- [Task statement] In the records below, pick out all lines containing the word "grid".

- [Available data]
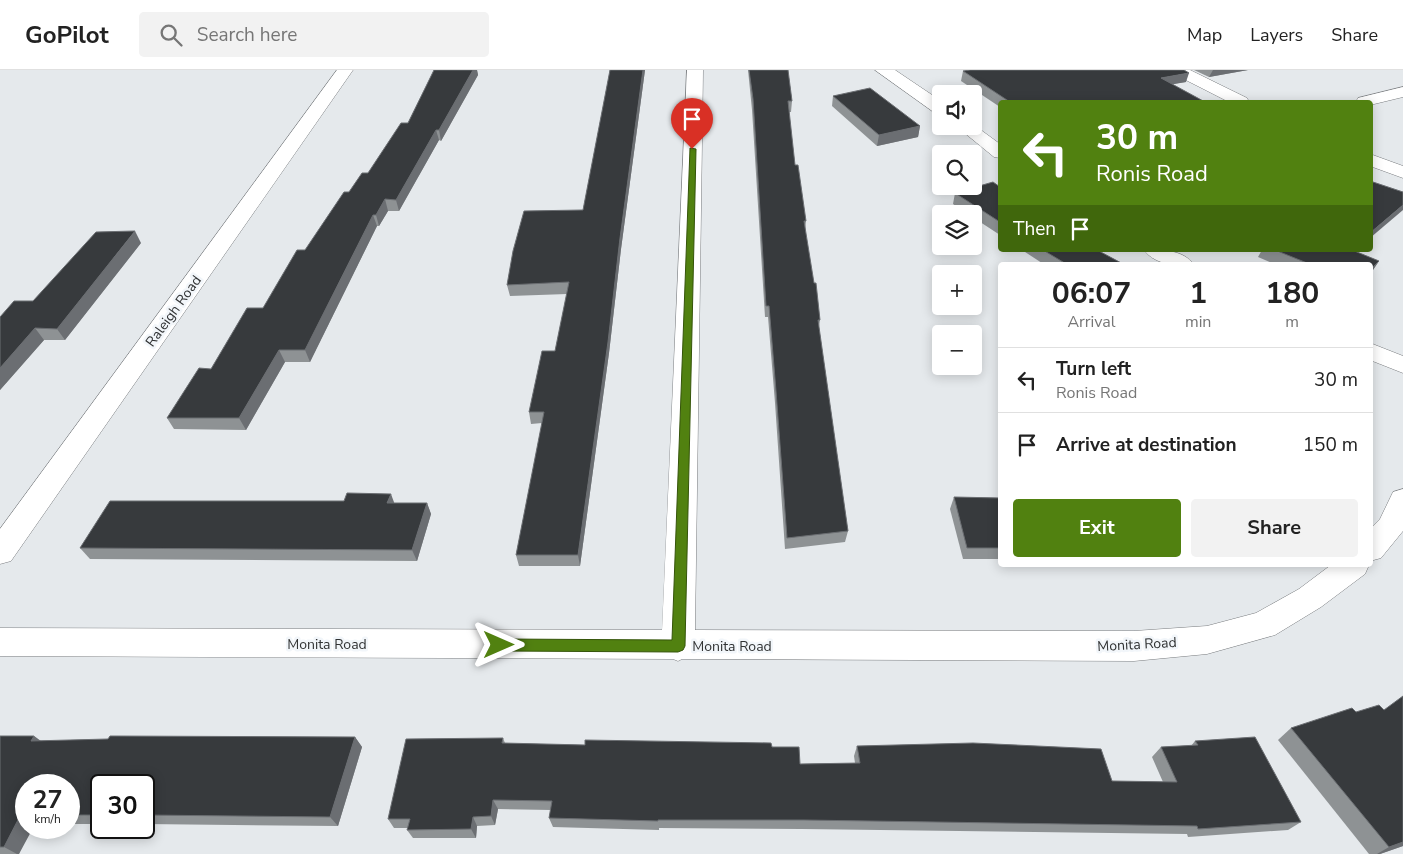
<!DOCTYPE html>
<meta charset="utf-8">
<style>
body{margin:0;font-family:"Nunito Sans",sans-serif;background:#f2f2f2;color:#222;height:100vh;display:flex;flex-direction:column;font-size:19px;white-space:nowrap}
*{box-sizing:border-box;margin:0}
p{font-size:16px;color:#767676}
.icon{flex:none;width:28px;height:28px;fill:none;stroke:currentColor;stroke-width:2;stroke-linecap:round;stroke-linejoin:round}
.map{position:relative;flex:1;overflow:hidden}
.sheet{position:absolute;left:998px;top:192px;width:375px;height:305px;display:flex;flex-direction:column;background:#fff;border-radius:5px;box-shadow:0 2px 12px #0003}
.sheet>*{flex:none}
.guide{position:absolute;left:998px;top:30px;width:375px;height:152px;border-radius:5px;box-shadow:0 2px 12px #0003;background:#518110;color:#fff;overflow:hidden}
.controls{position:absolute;left:932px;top:15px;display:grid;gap:10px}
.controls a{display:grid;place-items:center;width:50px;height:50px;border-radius:5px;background:#fff;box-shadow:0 2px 12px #0003;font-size:25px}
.speed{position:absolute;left:15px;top:704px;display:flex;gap:10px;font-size:25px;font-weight:700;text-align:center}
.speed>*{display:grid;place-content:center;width:65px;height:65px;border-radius:50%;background:#fff;box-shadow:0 2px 12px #0003;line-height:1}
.speed small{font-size:12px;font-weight:400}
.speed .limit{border:2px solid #111;border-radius:8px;background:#fff;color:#111}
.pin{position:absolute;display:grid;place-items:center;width:42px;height:42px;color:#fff;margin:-51px -21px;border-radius:50% 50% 50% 0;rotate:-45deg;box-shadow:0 0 5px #0007}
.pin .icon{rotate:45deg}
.me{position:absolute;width:55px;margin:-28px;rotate:90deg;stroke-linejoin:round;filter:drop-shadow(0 0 4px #0008)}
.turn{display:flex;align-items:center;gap:18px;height:105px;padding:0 15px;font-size:22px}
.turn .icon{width:65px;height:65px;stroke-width:2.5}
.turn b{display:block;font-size:35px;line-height:42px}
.then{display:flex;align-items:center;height:48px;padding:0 15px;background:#0003;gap:10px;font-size:19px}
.eta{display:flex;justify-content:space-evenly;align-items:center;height:85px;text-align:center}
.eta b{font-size:30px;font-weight:700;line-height:35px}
.cta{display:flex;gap:10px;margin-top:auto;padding:10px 15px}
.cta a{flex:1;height:58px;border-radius:5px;background:#518110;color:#fff;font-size:20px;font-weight:700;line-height:58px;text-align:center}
.cta a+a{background:#f2f2f2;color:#222}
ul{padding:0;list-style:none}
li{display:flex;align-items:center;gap:15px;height:65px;padding:0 15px;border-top:1px solid #e0e0e0}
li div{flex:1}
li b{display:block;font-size:19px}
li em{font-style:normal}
header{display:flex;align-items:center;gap:30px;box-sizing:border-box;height:70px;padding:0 25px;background:#fff;border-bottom:1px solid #e0e0e0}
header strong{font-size:24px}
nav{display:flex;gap:28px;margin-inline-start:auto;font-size:18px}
.search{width:350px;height:45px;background:#f2f2f2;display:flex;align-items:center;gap:12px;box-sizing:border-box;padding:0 18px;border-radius:5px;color:#767676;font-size:19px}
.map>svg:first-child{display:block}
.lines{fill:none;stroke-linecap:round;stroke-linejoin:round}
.street-casing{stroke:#797c7f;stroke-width:1}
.secondary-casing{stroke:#797c7f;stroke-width:1}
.street{fill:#fff;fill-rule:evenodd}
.secondary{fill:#fff;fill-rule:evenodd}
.wall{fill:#8e9294}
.shaded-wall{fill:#6b6e72}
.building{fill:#373a3d;stroke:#6b6e72}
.route{fill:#518110;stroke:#35540a}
.labels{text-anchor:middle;stroke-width:5;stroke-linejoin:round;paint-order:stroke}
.street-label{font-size:14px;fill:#303233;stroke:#f2f6fa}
</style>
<header>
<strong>GoPilot</strong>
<div class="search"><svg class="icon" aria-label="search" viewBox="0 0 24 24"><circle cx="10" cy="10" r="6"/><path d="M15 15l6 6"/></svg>Search here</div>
<nav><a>Map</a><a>Layers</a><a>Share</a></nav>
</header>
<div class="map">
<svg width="1403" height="784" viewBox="0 0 1403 784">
<rect width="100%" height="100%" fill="#e5e9ec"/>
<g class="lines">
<g class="street-casing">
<g id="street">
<polygon points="337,0 353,0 11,491 0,494 0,459"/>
<polygon points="687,0 703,0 695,560 1134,561 1207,556 1256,543 1299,519 1331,495 1369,495 1365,504 1321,537 1275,565 1207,584 1134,591 682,589 678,591 673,589 0,586 0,558 662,560"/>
<polygon points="875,0 895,0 941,31 941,44 935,43"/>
<polygon points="1403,17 1403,27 1370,35 1370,32 1356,32 1358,28"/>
<polygon points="974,55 1000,74 1000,88 994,87 956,56"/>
<path d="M 1144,180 C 1162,180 1183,179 1194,195 C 1176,195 1156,196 1144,180 Z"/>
<polygon points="1370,273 1403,286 1403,303 1370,290"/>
<polygon points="1403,419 1403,461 1381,488 1370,491 1370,459 1380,449 1393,422"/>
</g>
</g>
<g class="secondary-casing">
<g id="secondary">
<polygon points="1170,0 1190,0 1247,28 1249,32 1229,32 1172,3"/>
<polygon points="1370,84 1403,96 1403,108 1370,96"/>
</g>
</g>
<use href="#street" class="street"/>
<use href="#secondary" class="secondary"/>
</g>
<g class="wall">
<polygon points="434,0 477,0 478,5 441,71 439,70 399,141 388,141 379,156 377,156 310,292 285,292 246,360 174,359 167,348 211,299 263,238 349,122 368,103 408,53"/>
<polygon points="610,0 645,0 621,179 609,283 580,496 519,496 516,485 542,353 531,354 529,342 555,281 567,224 510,226 507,215 583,140"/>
<polygon points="748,0 788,0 792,31 791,42 789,42 795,95 806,151 805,161 820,250 819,257 848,461 845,472 785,479 775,333 768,247 765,247 752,40"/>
<polygon points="1194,0 1248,0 1209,7"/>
<polygon points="963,1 1186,12 1172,14 1205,32 1000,32 1000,37 961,11"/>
<polygon points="833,26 920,56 918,67 877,76 832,36"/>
<polygon points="1000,117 1000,165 974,148 974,144 967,144 953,134 955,123"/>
<polygon points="141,173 65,270 44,270 0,320 0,247 33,231"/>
<polygon points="1022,180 1097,180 1125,195 1045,195"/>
<polygon points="1262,180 1355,180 1354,181 1379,191 1370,204 1370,195 1277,195 1258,187"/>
<polygon points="954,427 1000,428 1000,489 963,489 950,439"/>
<polygon points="394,433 427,433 431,444 417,491 90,489 80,478"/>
<polygon points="1384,640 1403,776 1380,784 1369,784 1278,670 1291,658 1356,642"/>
<polygon points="0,666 34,666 41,671 355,667 362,677 338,756 144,754 144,715 101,715 101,754 69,754 69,715 26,715 26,758 19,784 0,784"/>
<polygon points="503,668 505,673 585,675 772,677 800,694 855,693 854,686 857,676 1112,711 1163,712 1152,687 1161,677 1191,676 1195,671 1301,752 1288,760 1188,767 1187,764 802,759 659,758 659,760 553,757 549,748 551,740 498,739 495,755 477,756 476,768 413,768 407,760 408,758 394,758 388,749"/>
</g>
<g class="shaded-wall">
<polygon points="473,0 477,0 478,5 441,71 439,60"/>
<polygon points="643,0 645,0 621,179 609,283 580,496 578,485"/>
<polygon points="1213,0 1248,0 1209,7"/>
<polygon points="1189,3 1186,12 1157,17 1161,8"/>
<polygon points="920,56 918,67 877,76 879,65"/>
<polygon points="436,60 439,70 399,141 396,130"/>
<polygon points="385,129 388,141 379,156 376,145"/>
<polygon points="1403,135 1403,140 1370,168 1370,163"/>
<polygon points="373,145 377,156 310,292 305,280"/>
<polygon points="135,161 141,173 65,270 57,259"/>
<polygon points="1379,191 1371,203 1370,204 1370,200"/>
<polygon points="35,258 44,270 0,320 0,298"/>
<polygon points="279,280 285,292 246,360 239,348"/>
<polygon points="391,424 395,435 387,433"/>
<polygon points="427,433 431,444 417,491 412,480"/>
<polygon points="34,666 47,676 31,671"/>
<polygon points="355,667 362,677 338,756 330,747"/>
<polygon points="493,730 498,739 495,755 491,746"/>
<polygon points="21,744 26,748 26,758 33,758 19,784 17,784 4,777"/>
<polygon points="473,747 477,756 476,768 471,759"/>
<polygon points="1403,772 1403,776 1380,784 1377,784 1389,777"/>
</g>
<g class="building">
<polygon points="434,0 473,0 439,60 436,60 396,130 385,129 376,145 373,145 305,280 279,280 239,348 167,348 199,298 211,299 247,238 263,238 297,180 305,180 344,122 349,122 362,103 368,103 401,53 408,53"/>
<polygon points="610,0 643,0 620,168 608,272 578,485 516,485 544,342 529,342 542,281 555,281 569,212 507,215 513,181 524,141 583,140"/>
<polygon points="749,0 788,0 792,31 788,31 795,95 798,95 806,151 804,151 814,213 816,213 820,250 818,250 848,461 787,468 776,321 769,236 766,236 753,29"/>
<polygon points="970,0 1184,0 1189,3 1161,8 1205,32 1010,32 963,1"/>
<polygon points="870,18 920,56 879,65 833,26"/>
<polygon points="1370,111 1403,122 1403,135 1370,163"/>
<polygon points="993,112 1000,117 1000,152 955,123"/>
<polygon points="135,161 57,259 35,258 0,298 0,247 14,231 33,231 96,162"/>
<polygon points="1043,180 1097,180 1125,195 1068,195"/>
<polygon points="1275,180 1352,180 1379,191 1370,200 1370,195 1312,195"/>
<polygon points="347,423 391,424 387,433 427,433 412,480 80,478 110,431 344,431"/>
<polygon points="954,427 1000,428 1000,478 967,478"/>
<polygon points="1403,626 1403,772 1389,777 1291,658 1352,638 1356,642 1379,635 1384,640"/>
<polygon points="0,666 34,666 31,671 108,669 110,666 355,667 330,747 144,745 144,715 101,715 101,745 69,745 69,715 26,715 26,745 21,744 4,777 0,777"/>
<polygon points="1255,667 1301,752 1198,759 1197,756 804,750 658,750 658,751 549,748 552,731 493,730 491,746 473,747 471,759 407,760 410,749 388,749 406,669 503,668 502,673 585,675 585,670 771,673 772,677 799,677 800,694 860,693 857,676 973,673 1101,679 1112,711 1177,712 1161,677 1198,675 1195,671"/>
</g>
<polygon class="route" points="690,78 696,79 685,576 683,580 678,582 499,581 494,579 492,575 494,571 499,569 672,570"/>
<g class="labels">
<g class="street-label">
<text transform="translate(173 241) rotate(-54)" y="5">Raleigh Road</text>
<text x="327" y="579">Monita Road</text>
<text transform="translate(1137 574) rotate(-3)" y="5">Monita Road</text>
<text x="732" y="581">Monita Road</text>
</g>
</g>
</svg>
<div class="controls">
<a><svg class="icon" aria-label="sound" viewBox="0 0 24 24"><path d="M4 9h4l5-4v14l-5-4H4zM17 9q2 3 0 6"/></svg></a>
<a><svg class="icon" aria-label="search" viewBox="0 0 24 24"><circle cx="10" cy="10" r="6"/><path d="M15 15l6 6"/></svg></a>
<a><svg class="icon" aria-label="layers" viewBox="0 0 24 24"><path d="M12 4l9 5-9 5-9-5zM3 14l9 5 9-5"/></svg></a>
<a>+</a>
<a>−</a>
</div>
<div class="speed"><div>27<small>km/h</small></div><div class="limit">30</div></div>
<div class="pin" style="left:692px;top:79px;background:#d93025"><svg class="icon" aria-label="arrive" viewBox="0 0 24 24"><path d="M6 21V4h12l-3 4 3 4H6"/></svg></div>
<svg class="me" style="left:499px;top:575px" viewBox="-20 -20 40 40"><path d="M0-17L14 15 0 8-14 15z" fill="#518110" stroke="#fff" stroke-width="4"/></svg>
<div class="guide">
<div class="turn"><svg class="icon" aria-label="left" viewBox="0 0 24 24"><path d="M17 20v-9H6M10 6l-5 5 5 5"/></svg><div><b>30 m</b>Ronis Road</div></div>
<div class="then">Then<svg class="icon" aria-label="arrive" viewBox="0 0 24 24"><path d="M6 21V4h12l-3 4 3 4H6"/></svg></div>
</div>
<section class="sheet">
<div class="eta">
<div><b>06:07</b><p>Arrival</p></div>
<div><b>1</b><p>min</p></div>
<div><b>180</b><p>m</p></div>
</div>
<ul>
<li><svg class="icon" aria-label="left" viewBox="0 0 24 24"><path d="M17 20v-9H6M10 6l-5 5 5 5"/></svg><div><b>Turn left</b><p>Ronis Road</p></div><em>30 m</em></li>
<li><svg class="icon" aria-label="arrive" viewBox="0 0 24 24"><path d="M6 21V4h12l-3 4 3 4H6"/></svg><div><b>Arrive at destination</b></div><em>150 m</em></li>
</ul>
<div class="cta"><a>Exit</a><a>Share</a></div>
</section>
</div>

- [Answer for this exercise]
.controls{position:absolute;left:932px;top:15px;display:grid;gap:10px}
.controls a{display:grid;place-items:center;width:50px;height:50px;border-radius:5px;background:#fff;box-shadow:0 2px 12px #0003;font-size:25px}
.speed>*{display:grid;place-content:center;width:65px;height:65px;border-radius:50%;background:#fff;box-shadow:0 2px 12px #0003;line-height:1}
.pin{position:absolute;display:grid;place-items:center;width:42px;height:42px;color:#fff;margin:-51px -21px;border-radius:50% 50% 50% 0;rotate:-45deg;box-shadow:0 0 5px #0007}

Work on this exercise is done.